Possibly accepted in your circle of friends but hardly what history shows. If we "had" to go to war, why did we wait so long for Parliament to decide?

The Second World War began on Sept. 1, 1939 when Germany invaded Poland. Britain and France declared war on Germany on Sept. 3. In Canada, a special session of Parliament was called on Sept. 7. Canada remained neutral until Sept. 10, when Parliament approved the Prime Minister's request to go to war. King George VI announced declared war on Germany in the name of Canada the same day.
The day after Parliament's decision, the Globe and Mail described Canada's entry into the war as follows: "This peaceful country, 3,000 miles distant from the scene of the conflict, which desires to live on terms of amity with the whole world, has spoken in it own right for human justice and equity, prepared to defend with life and its full treasure principles more sacred than life or material welfare. The solemn decision reached was the echo of a nation's soul, the Globe and Mail continued, "torn by wholesale murder and brigandage on land and sea and tyranny which it could not in silence see imposed on others wishing to live undisturbed like itself."

We waited to emphasize the fact that we were not under Britains control, by waiting a week Canada displayed that we entered the war of our own choice.
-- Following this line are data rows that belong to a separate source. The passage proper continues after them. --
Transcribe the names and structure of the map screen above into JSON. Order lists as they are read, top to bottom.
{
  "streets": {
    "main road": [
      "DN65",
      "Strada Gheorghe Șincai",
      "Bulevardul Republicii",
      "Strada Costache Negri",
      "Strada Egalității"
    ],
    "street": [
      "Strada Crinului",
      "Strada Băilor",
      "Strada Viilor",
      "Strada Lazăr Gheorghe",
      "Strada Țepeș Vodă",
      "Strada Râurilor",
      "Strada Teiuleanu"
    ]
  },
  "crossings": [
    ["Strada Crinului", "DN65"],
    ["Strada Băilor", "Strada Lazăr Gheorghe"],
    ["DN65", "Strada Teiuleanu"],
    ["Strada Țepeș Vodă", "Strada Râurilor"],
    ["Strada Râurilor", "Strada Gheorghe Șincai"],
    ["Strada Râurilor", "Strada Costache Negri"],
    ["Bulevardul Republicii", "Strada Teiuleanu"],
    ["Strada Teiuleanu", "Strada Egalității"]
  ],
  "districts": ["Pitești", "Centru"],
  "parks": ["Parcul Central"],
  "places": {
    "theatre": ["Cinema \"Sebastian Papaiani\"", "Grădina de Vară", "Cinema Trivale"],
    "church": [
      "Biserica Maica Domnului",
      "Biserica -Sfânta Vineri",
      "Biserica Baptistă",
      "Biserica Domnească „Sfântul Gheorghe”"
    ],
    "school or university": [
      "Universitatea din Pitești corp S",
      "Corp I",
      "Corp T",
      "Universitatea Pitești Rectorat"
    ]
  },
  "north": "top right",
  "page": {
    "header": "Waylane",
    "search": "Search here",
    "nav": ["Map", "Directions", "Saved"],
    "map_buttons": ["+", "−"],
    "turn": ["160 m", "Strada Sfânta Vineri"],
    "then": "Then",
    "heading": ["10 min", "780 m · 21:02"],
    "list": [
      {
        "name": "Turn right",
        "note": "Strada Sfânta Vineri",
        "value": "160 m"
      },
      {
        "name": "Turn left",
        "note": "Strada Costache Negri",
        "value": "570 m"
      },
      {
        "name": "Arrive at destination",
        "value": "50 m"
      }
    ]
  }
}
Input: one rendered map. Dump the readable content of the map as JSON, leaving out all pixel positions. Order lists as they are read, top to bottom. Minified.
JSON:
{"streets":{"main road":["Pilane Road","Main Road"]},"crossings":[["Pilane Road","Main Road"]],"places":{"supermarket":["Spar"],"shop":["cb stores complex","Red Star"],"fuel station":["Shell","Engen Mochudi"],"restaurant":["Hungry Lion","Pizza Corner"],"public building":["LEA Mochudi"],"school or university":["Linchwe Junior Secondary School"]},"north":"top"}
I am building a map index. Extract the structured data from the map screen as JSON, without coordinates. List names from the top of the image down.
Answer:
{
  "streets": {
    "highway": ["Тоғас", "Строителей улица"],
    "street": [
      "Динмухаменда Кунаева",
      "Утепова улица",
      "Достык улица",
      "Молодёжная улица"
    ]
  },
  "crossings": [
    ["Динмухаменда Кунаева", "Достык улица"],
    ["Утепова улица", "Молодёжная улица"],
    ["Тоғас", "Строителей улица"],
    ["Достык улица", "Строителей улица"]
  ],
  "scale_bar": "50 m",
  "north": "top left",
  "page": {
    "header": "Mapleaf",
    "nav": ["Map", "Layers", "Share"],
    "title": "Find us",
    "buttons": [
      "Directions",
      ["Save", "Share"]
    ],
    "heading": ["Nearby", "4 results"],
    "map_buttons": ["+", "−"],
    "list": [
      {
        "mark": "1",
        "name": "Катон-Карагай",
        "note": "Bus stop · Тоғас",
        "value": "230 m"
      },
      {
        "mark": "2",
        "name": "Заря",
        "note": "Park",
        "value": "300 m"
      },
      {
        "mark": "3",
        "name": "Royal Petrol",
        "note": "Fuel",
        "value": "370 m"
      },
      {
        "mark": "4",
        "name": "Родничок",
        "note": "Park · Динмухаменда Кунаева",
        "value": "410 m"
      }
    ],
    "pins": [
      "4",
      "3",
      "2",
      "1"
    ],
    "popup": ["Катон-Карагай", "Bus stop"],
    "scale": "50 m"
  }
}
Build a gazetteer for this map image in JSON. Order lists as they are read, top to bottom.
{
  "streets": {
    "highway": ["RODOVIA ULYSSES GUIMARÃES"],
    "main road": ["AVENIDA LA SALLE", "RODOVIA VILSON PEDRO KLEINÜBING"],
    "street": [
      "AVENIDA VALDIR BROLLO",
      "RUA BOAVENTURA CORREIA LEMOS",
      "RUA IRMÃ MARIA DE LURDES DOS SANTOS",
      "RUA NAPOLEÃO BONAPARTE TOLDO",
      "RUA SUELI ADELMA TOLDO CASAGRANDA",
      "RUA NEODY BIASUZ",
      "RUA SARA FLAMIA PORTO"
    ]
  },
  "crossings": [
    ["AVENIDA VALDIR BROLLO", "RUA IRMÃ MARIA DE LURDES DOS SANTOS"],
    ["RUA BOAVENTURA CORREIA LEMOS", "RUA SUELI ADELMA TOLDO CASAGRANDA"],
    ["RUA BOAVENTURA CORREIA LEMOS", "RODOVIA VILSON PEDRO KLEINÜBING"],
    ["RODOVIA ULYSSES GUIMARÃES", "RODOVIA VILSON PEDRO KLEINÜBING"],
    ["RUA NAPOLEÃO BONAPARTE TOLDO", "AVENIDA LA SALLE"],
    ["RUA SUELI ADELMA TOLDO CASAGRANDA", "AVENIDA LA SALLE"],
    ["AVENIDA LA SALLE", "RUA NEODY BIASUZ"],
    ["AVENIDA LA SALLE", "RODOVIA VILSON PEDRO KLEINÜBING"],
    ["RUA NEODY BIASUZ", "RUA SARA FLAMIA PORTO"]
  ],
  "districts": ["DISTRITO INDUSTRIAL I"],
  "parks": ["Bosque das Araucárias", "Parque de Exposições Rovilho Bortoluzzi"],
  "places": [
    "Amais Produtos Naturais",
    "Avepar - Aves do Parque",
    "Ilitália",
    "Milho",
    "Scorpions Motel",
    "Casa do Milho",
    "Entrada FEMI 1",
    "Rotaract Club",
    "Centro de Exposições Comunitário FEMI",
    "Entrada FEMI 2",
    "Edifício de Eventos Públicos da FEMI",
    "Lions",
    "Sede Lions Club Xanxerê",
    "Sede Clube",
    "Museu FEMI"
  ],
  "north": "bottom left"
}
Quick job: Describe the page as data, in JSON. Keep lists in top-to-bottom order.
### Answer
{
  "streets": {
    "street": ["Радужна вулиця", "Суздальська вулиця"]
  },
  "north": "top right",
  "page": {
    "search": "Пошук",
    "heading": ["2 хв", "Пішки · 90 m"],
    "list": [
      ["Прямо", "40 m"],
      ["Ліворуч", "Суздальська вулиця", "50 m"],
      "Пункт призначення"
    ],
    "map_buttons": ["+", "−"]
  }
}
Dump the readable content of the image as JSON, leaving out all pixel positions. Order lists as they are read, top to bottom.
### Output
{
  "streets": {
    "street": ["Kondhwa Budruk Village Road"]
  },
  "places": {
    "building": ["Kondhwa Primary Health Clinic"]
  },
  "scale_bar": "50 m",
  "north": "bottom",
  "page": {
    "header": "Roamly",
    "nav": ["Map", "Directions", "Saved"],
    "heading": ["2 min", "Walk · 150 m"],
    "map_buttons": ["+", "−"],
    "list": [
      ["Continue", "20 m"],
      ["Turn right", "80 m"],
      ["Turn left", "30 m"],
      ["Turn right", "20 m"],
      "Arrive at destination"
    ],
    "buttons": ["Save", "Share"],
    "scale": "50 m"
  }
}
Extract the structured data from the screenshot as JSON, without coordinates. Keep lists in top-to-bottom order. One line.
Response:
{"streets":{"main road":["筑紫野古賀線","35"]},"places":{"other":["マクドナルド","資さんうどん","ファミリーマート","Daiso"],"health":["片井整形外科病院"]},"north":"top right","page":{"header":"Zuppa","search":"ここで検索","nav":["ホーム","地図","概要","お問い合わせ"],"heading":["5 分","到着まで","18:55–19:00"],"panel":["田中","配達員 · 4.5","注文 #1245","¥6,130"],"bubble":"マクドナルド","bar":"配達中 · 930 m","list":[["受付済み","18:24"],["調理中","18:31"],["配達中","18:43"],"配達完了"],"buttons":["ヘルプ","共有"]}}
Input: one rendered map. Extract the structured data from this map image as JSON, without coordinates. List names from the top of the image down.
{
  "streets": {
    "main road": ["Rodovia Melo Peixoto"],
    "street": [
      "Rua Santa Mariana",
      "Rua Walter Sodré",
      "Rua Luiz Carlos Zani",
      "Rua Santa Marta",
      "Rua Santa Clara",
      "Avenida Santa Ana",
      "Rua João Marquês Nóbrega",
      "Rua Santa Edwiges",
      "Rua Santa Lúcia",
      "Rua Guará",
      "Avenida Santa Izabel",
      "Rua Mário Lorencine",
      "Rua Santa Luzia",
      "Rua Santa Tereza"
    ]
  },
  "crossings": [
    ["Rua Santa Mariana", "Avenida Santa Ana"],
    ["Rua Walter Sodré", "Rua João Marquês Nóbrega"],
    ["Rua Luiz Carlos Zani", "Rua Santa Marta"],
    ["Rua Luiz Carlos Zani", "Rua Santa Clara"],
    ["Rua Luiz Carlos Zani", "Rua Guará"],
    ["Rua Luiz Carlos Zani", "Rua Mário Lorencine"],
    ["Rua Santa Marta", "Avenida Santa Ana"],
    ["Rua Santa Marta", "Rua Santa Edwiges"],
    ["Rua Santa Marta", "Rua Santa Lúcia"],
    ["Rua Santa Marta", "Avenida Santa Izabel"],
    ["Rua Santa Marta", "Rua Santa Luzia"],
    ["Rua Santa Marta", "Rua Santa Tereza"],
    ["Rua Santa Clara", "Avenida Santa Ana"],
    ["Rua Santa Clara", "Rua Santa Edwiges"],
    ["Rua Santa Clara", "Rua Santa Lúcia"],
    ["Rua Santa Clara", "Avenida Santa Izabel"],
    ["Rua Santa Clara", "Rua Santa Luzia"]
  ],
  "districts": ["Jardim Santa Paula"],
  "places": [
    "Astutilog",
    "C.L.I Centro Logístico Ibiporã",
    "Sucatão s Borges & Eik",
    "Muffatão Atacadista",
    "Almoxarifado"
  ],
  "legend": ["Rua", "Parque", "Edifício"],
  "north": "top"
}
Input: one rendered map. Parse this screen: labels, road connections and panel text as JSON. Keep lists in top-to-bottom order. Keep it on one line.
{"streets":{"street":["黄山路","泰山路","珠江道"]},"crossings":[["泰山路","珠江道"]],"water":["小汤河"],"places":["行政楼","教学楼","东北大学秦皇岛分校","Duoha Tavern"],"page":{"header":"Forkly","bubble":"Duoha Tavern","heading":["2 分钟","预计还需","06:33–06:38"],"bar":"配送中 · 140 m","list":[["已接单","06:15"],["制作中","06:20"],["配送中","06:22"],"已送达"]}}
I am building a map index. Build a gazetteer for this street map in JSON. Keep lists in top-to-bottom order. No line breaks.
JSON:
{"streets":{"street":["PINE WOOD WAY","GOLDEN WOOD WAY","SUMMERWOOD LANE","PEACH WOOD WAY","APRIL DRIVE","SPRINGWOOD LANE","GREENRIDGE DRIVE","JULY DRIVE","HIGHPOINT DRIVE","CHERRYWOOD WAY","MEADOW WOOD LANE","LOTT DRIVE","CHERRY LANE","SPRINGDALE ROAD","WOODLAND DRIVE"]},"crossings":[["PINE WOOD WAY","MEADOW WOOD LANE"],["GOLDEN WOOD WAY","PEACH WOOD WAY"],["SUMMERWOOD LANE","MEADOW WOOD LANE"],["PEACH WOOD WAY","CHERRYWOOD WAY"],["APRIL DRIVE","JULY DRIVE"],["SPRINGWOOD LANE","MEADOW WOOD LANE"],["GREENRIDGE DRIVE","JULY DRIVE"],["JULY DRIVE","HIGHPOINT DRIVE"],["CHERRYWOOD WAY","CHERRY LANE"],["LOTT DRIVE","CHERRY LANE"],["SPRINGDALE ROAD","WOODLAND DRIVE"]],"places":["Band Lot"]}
I am tired of this, I have been effectively called an idiot and when I provide actual quotes I am called an idiot despite the utter lack of anything but "the accepted view" which just means you think it is but are too lazy to actually prove it is. I finally get a book sent to me but all I am told is the equivalent of 'sit down and shut up and read an entire book before you are entitled to a real response', thanks guys for the utter lack of anything useful.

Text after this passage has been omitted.